For the remainder of the season the Hurricanes were model citizens—that is, until their 46-3 romp over Texas in the Cotton Bowl. In that game the Hurricanes were penalized 16 times for 202 yards. Nine of the penalties were for unsportsmanlike conduct or personal fouls. As it happened, Irvin had visited several of Miami's Cotton Bowl practices and had urged the Hurricane players not to abandon their raucous tradition. During the off-season the NCAA sent a videotape to member schools defining unacceptable conduct on the field. Of the 37 examples cited in the tape, the first dozen featured Miami players.

For all of that, some quite practical advice comes out of the relationships between players past and present. "Sometimes [former Miamians] know little techniques," says Barrow, who picked up a few pointers on using his hands from former linebacker Robert Bailey. On his most recent visit to campus, Wes Carroll, a wide receiver in 1989 and '90 who is now with the New Orleans Saints, taught current wideouts Kevin Williams and Horace Copeland how to break the jams of defensive backs.

Last season's starting quarterback, Gino Torretta, who is now a senior and whom many critics once compared unfavorably with his illustrious predecessors, was given a simple tip by one of them, Steve Walsh of the Saints. "Don't be greedy," Walsh told Torretta, who had been disparaged for having a weak arm.
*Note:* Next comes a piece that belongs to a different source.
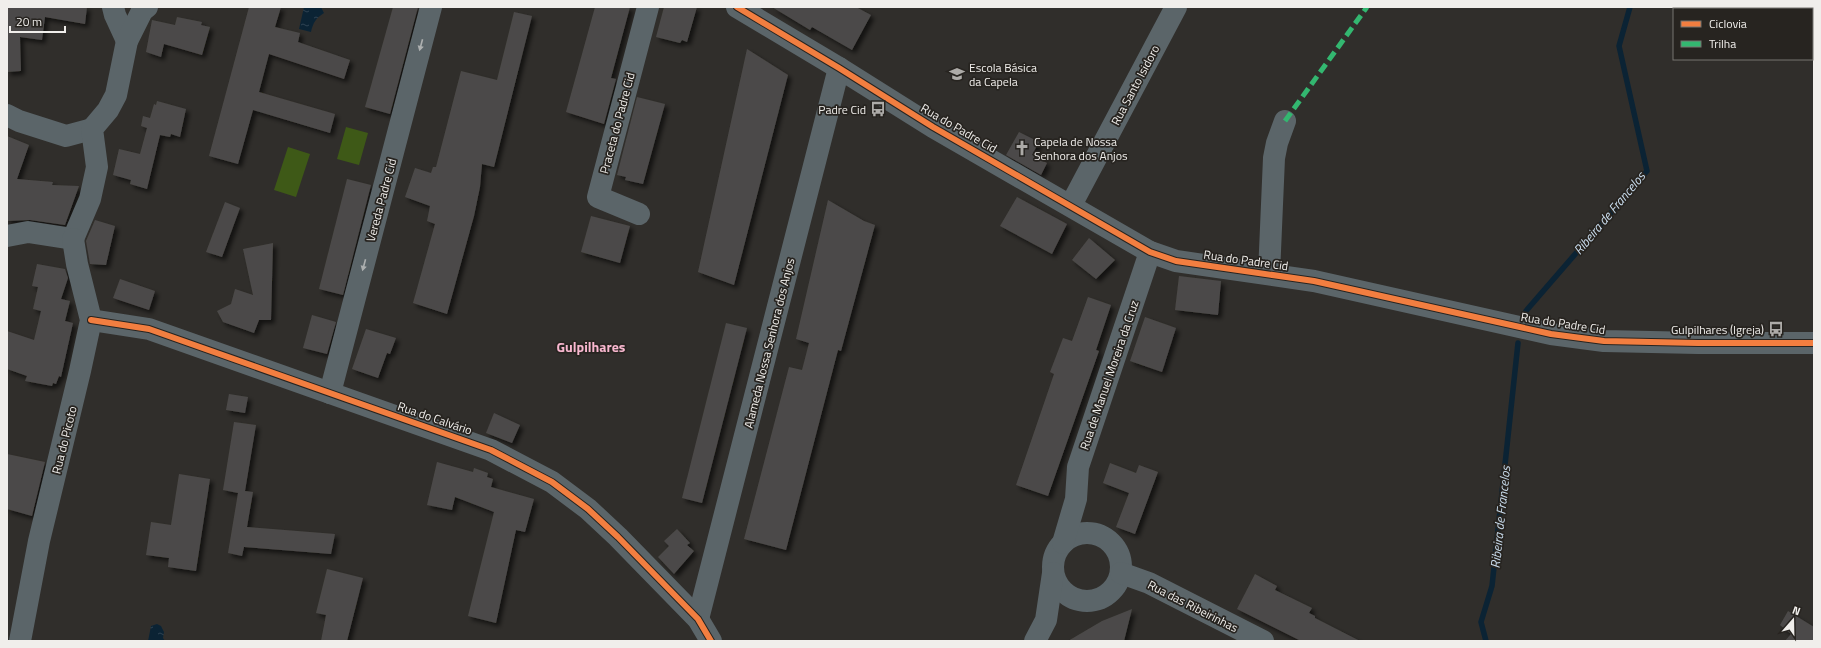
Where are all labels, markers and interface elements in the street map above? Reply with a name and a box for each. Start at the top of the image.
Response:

There is, of course, no more enduring legacy at Miami than that of excellence at the quarterback position. Kelly, Bernie Kosar and Heisman Trophy winner Vinny Testaverde built reputations of mythical proportions. For a Miami quarterback, anything less than 10 victories and a bowl game is viewed as abject failure, a perception that has made the pressure of the position at times intolerable. Torretta can attest to that.

For some time he was haunted by a 1989 loss to Florida State during which he threw four interceptions while filling in for the injured Craig Erickson. Then he had to duel Brian Fortay for the starting job in preseason practice the next summer. (Having lost the battle to Torretta, Fortay transferred to Rutgers.) "There's always another person to compare you to," Torretta says. "Every year there will be another guy, and if he's not a superman, he's going to get criticized. There were times I just felt like saying, 'I don't want this. I don't need to play college football.' But you have to stop worrying about it. What good would it do me to think about how I was playing compared to Bernie?"

To Frank Costa, the sophomore who is regarded as the next star Miami quarterback, Torretta says, "Just believe in yourself and know you can do the job. You better have confidence in yourself, or you're not going to get it done."

Not all of the traditions are quite so benign. Take the haircuts. They began under Schnellenberger, who arrived in Miami in 1979. In the fall every freshman was forced into a chair in front of the athletic dorm, where his hair was not simply cut but obliterated by a gang of upperclassmen. Then the perpetrators took snapshots of the poor creatures and sent them home to their families. "They'd cut you bald," says Smith. "Absolutely bald. Or they'd cut some here and leave some there."

But the haircut thing turned nasty two years ago when linebacker Mick Barsala was so outraged by the experience that he protested to the administration and transferred to Cal. Coach Erickson and new athletic director Dave Maggard responded by outlawing the amateur barbering. Not that it did any good. The freshmen themselves decided to continue the tradition by shaving their own heads as a gesture of their commitment. Which should tell you something about Miami.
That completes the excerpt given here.